Couldn't have happened to a nicer guy

☆ Yσɠƚԋσʂ ☆ · 2 days ago

Couldn't have happened to a nicer guy

☆ Yσɠƚԋσʂ ☆ · 1 day ago

I never disagreed that you can run Meta’s model with the same level of privacy, so don’t know why you keep bringing that up as some sort of gotcha. The point about DeepSeek is its efficiency. OSI definition for open source is good, and it does look like you’re right that the full data set is not available. However, the real question is why you’d be so hung up on that.

Given that the code for training a new model is released, and it can be applied to open data sets, that means it’s perfectly possible to make a version that’s trained on open data that would check off the final requirement you keep bringing up. Also, adapting it does not require having the original training set since it’s done by tuning the weights in the network itself. Go read up on how LoRA works for example.

The Octonaut@mander.xyz · 1 day ago

I know how LoRA works thanks. You still need the original model to use a LoRA. As mentioned, adding open stuff to closed stuff doesn’t make it open - that’s a principle applicable to pretty much anything software related.
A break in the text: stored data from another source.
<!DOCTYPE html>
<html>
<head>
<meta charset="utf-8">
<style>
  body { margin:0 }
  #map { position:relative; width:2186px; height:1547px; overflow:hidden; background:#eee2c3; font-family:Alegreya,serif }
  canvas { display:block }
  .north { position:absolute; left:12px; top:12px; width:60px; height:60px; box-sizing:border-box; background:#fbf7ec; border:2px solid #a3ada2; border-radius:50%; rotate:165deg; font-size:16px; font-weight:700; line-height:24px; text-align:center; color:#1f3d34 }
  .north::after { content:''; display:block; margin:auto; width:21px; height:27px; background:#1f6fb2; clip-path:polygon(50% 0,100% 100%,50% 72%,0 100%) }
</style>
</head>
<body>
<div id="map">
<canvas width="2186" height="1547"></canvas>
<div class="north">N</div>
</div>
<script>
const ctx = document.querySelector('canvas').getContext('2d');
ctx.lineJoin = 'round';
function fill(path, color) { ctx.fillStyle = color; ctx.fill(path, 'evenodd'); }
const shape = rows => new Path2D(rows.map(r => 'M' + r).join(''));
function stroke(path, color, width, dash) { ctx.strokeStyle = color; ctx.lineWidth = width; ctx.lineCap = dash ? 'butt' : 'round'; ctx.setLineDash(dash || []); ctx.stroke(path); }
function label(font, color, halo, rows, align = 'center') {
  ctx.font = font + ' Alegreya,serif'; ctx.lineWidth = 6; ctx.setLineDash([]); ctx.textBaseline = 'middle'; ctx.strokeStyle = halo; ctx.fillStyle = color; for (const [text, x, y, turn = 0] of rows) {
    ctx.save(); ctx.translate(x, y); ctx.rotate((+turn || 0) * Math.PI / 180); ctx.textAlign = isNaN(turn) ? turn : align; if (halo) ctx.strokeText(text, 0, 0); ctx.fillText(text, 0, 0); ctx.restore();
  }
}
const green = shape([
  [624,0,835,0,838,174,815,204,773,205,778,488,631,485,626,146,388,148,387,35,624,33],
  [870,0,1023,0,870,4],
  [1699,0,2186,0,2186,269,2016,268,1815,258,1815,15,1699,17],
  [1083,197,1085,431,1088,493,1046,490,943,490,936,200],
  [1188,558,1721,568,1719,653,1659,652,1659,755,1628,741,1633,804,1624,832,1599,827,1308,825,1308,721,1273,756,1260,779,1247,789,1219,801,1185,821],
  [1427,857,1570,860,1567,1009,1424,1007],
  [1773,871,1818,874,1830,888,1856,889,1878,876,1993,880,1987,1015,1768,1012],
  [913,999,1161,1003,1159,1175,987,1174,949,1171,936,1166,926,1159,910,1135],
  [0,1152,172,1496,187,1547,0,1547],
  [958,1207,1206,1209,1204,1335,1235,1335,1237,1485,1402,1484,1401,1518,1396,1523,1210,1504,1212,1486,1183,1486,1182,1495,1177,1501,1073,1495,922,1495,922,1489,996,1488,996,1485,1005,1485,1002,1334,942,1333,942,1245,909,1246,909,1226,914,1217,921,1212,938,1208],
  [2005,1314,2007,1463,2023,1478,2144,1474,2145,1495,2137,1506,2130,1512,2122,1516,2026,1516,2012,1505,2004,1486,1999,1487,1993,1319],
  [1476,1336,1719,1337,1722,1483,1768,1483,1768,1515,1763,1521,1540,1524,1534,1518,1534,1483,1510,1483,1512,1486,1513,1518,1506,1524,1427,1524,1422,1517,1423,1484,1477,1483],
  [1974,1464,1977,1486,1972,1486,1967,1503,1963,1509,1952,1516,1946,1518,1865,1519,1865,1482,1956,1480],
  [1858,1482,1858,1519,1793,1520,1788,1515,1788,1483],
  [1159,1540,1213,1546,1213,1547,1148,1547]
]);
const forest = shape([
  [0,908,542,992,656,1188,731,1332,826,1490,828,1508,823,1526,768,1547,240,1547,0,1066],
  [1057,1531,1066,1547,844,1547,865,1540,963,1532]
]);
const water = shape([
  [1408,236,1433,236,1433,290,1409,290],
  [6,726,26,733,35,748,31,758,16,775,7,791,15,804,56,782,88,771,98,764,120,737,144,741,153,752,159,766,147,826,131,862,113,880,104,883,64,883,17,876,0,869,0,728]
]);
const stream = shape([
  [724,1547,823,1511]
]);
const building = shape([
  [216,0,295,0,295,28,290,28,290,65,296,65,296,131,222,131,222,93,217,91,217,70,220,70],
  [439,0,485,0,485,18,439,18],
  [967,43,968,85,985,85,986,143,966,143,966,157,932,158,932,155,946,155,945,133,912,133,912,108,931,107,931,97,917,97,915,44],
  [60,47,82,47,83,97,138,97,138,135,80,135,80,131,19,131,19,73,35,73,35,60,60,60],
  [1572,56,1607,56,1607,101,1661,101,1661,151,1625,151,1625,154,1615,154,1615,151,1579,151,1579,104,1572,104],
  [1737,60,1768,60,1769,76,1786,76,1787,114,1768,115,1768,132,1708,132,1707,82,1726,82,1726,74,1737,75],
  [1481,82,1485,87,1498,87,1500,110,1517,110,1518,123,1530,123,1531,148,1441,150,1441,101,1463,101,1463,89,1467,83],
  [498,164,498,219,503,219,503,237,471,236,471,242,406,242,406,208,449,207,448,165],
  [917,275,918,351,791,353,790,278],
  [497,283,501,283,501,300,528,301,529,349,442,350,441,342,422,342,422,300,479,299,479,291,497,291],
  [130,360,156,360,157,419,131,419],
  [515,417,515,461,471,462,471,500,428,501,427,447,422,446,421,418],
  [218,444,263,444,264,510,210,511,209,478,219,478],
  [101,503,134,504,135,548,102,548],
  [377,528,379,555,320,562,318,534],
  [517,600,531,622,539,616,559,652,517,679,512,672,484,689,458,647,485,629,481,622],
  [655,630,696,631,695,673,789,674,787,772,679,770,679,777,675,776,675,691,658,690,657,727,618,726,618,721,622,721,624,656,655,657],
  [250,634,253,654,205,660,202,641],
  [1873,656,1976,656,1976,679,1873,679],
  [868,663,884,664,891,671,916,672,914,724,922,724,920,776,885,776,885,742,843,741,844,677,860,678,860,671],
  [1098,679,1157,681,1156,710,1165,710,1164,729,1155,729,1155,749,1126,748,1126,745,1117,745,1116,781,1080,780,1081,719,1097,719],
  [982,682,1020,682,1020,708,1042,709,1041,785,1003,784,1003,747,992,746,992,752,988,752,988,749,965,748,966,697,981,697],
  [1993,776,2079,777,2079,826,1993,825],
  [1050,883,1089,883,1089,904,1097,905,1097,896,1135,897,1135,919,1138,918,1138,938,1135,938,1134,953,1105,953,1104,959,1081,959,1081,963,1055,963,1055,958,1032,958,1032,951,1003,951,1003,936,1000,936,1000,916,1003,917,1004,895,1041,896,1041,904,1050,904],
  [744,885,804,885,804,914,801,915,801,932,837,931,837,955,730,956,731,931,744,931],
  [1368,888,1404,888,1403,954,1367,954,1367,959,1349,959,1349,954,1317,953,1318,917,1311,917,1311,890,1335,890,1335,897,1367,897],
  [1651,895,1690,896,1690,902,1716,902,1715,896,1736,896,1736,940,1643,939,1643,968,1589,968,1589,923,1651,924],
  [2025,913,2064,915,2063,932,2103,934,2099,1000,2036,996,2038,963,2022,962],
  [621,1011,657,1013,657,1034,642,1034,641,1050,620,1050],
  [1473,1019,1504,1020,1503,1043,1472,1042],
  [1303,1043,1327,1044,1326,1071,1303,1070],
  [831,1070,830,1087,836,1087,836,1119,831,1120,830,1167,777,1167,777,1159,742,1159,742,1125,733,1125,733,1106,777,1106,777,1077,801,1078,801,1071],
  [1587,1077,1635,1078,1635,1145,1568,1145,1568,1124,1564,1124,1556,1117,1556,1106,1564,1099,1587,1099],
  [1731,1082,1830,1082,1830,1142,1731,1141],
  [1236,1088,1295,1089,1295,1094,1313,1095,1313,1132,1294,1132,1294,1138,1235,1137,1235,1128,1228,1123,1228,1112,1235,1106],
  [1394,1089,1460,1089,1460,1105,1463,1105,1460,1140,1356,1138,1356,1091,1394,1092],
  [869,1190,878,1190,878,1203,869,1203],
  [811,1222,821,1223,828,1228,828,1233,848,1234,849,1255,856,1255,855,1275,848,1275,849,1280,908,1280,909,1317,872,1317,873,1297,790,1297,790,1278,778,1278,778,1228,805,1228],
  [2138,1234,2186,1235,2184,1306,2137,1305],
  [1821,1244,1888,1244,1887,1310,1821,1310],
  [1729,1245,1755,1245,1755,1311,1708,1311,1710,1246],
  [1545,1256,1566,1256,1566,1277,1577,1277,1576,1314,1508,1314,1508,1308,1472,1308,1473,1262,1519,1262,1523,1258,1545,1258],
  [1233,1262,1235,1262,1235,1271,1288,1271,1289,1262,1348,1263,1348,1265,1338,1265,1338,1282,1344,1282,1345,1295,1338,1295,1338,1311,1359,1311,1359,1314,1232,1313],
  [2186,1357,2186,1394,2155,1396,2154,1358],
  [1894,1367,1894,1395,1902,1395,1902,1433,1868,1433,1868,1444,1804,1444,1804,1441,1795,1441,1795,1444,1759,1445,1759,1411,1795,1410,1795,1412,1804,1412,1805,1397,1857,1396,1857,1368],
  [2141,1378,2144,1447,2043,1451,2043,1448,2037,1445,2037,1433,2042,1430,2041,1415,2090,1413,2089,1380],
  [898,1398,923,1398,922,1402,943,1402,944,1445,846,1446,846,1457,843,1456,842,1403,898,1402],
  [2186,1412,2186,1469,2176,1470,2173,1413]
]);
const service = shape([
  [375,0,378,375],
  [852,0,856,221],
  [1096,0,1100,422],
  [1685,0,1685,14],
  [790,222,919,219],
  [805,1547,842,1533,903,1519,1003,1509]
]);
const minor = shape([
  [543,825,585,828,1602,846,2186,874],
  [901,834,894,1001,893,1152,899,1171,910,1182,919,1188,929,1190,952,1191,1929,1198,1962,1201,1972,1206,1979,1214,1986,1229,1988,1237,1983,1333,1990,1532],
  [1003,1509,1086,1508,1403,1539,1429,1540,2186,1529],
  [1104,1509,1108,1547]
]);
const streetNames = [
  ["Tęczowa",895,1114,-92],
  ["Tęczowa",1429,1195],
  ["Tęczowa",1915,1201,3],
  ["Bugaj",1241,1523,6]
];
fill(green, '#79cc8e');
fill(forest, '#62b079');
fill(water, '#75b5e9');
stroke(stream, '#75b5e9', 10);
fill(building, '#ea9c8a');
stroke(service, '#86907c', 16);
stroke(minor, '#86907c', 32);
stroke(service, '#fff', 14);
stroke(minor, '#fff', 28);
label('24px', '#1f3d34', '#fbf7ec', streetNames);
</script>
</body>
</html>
You could use their training method on another dataset, but you’d be creating your own model at that point. You also wouldn’t get the same results - you can read in their article that their “zero” version would have made this possible but they found that it would often produce a gibberish mix of English, Mandarin and code. For R1 they adapted their pure “we’ll only give it feedback” efficiency training method to starting with a base dataset before feeding it more, a compromise to their plan but necessary and with the right dataset - great! It eliminated the gibberish.

Without that specific dataset - and this is what makes them a company not a research paper - you cannot recreate DeepSeek yourself (which would be open source) and you can’t guarantee that you would get anything near the same results (in which case why even relate it to thid model anymore). That’s why those are both important to the OSI who define Open Source in all regards as the principle of having all the information you need to recreate the software or asset locally from scratch. If it were truly Open Source by the way, that wouldn’t be the disaster you think it would be as then OpenAI could just literally use it themselves. Or not - that’s the difference between Open and Free I alluded to. It’s perfectly possible for something to be Open Source and require a license and a fee.

Anyway, it does sound like an exciting new model and I can’t wait to make it write smut.

☆ Yσɠƚԋσʂ ☆ · 1 day ago

I didn’t say that using LoRA makes it more open, I was pointing out that you don’t need the original data to extend the model.

Basically what you’re talking about is being able to replicate the original model from scratch given the code and the data. And since the data component is missing you can’t replicate the original model. I personally don’t find this to be that much of a problem because people could create a comparable model from scratch if they really wanted to using an open data set.

The actual innovation with DeepSeek lies in the use of mixture-of-experts approach to get far better performance. While it has 671 billion parameters overall, it only uses 37 billion at a time, making it very efficient. For comparison, Meta’s Llama3.1 uses 405 billion parameters used all at once. That’s the really interesting part of the whole thing. That’s the part where openness really matters.

And I full expect that OpenAI will incorporate this idea into their models. The disaster for open AI is in the fact that their whole business model around selling subscriptions is now dead in the water. When models were really expensive to run, then only a handful of megacorps could do it. Now, it turns out that you can get the same results at a fraction of the cost.